Wednesday, 10 February 2016

The November February Problem

It could be argued that my marbles are not as firmly in the pot as they used to be, as I kept writing yesterday's date as 9th November 2016. I was tired and at the end of my long teaching day lots of my worms got muddled, as Sarah Kennedy used to say on Radio 2.

I checked my marbles. They were all still there.



I have always confused November and February. One vivid memory from primary school is of a teacher shouting at me. Her face was so close to mine I could make out the outline of her, oh-so-fascinating contact lenses in her green eyes and as she started to shout her mouth opened so wide I imagined myself swallowed and chomped by the metal filled teeth.
"It's February! Not November! What were you thinking of, girl?"
I inhaled, ready to try to find an answer.
"You know your months. I can't believe you would get this wrong. You're a clever girl. How could a clever girl do something as stupid as this?"
Again, I prepared myself to answer or fight back tears, wondering if it was best to tell her I didn't know, it was a mistake, I was sorry, or give her some reasons why I confused the two months.
"Sit down and write in your book, 'I know the month is February,' ten times."

I wrote:
I  know the month is February
I  know the month is February
I  know the month is February
I  know the month is February
I  know the month is February
I  know the month is February
I  know the month is November
I know the month is February 
I know the month is February 
I know the month is  February

Oblivious, I took it back to the teacher. 
"Are you trying to be funny? Go and see Mrs H."
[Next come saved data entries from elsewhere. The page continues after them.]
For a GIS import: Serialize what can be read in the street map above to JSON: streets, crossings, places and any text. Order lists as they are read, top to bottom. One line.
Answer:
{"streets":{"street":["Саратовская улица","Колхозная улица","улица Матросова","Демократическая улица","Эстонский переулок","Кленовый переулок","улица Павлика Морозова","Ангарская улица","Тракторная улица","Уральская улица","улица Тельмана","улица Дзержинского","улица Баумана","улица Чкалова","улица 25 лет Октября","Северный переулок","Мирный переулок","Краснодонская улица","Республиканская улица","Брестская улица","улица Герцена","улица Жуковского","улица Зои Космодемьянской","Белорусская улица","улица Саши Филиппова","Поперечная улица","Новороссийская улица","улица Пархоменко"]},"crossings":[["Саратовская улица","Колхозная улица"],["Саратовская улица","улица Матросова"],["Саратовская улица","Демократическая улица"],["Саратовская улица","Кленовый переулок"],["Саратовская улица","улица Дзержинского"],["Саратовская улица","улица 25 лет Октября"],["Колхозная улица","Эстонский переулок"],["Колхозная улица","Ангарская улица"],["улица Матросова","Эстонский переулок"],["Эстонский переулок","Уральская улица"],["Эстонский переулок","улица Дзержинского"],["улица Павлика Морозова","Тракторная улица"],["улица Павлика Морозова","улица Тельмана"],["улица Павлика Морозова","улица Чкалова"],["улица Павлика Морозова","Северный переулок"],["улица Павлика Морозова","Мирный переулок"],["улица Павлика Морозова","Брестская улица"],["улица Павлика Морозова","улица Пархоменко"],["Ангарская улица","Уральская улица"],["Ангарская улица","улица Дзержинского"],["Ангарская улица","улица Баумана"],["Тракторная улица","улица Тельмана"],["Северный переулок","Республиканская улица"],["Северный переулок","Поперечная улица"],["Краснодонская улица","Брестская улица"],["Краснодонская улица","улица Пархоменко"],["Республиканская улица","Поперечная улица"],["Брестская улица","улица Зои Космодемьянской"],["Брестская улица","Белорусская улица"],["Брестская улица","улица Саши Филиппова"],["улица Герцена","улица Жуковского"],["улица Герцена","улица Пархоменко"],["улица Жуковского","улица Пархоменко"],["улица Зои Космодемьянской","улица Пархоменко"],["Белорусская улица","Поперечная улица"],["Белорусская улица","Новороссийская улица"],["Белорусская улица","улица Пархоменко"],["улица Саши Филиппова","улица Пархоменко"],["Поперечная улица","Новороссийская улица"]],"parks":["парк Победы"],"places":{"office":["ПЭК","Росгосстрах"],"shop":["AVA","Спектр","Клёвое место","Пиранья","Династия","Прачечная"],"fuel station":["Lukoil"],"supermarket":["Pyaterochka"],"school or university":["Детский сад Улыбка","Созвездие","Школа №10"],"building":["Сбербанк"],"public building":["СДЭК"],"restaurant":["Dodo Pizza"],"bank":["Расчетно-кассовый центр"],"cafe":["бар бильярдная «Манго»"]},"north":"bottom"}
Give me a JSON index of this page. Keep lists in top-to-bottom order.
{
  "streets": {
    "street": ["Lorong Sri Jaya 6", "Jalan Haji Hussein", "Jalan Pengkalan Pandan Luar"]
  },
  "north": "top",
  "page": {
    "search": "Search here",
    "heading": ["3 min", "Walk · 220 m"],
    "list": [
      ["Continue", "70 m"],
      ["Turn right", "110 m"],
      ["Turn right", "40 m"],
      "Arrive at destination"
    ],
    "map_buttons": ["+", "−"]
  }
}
I cried all the way to Mrs H's room and Mrs H took pity on me. She didn't think I was trying to be funny. I was usually far too timid to be funny. 
"Did you know you'd written it?" 
"No," I told her, "I just get confused. I don't know why."
"Well, you must make an extra special effort to remember which one it is from now on. Will you promise me that you'll do that?"
I inhaled a sob, wiped my nose on the back of my sleeve and nodded.
She handed me a tissue, "We'll say no more about it, then."
When I arrived back in the class, blotchy faced and exhausted my teacher smiled at me with one of those thin lipped smiles that only lifts at one edge and said, "Get on with your work, Julia."
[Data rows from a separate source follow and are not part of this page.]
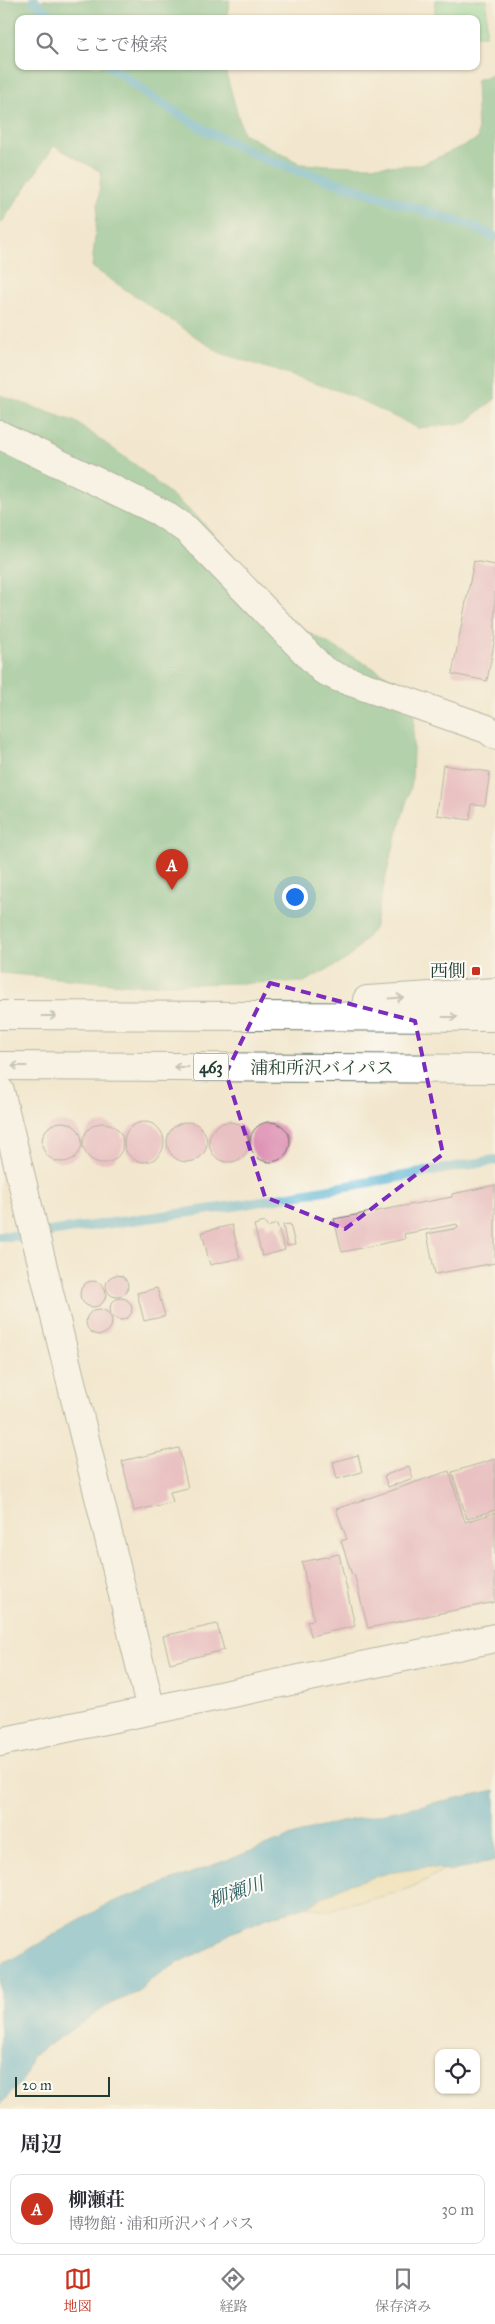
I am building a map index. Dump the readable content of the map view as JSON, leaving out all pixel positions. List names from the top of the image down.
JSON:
{
  "streets": {
    "main road": ["463", "浦和所沢バイパス"]
  },
  "water": ["柳瀬川"],
  "places": {
    "transit": ["西側"]
  },
  "scale_bar": "20 m",
  "page": {
    "search": "ここで検索",
    "pins": "A",
    "scale": "20 m",
    "heading": "周辺",
    "list": [
      {
        "mark": "A",
        "name": "柳瀬荘",
        "note": "博物館 · 浦和所沢バイパス",
        "value": "30 m"
      }
    ],
    "nav": ["地図", "経路", "保存済み"]
  }
}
It was never mentioned again and I have spent my life shamefully trying to control the Novembers that appear in February and the Februaries that appear in November.

Now that I've been on the planet for half a century I think it's time to admit defeat. It should no longer be a shameful secret. I get November and February confused, so what?

There are good reasons too. Both months are cold,dark and boring (unlike December, which has Christmas to redeem it an January with its promise of bright sparkly new things to come) February is the second month and November the penultimate one (I think there's a pattern in that, even if you don't). Today's numerical date would be 10.2.16 but if it was November it would be 10.11.16 and two in Roman numerals is II. They both have celebrations that I'm not keen on: fireworks and valentines.

In fact I have a proposal. In this modern decimalised world we have no need for twelve months, so let's just get rid of November and February. December and January could have 60 days each and we could have a much longer Christmas/New Year holiday.

I think we can all agree that would be a good idea.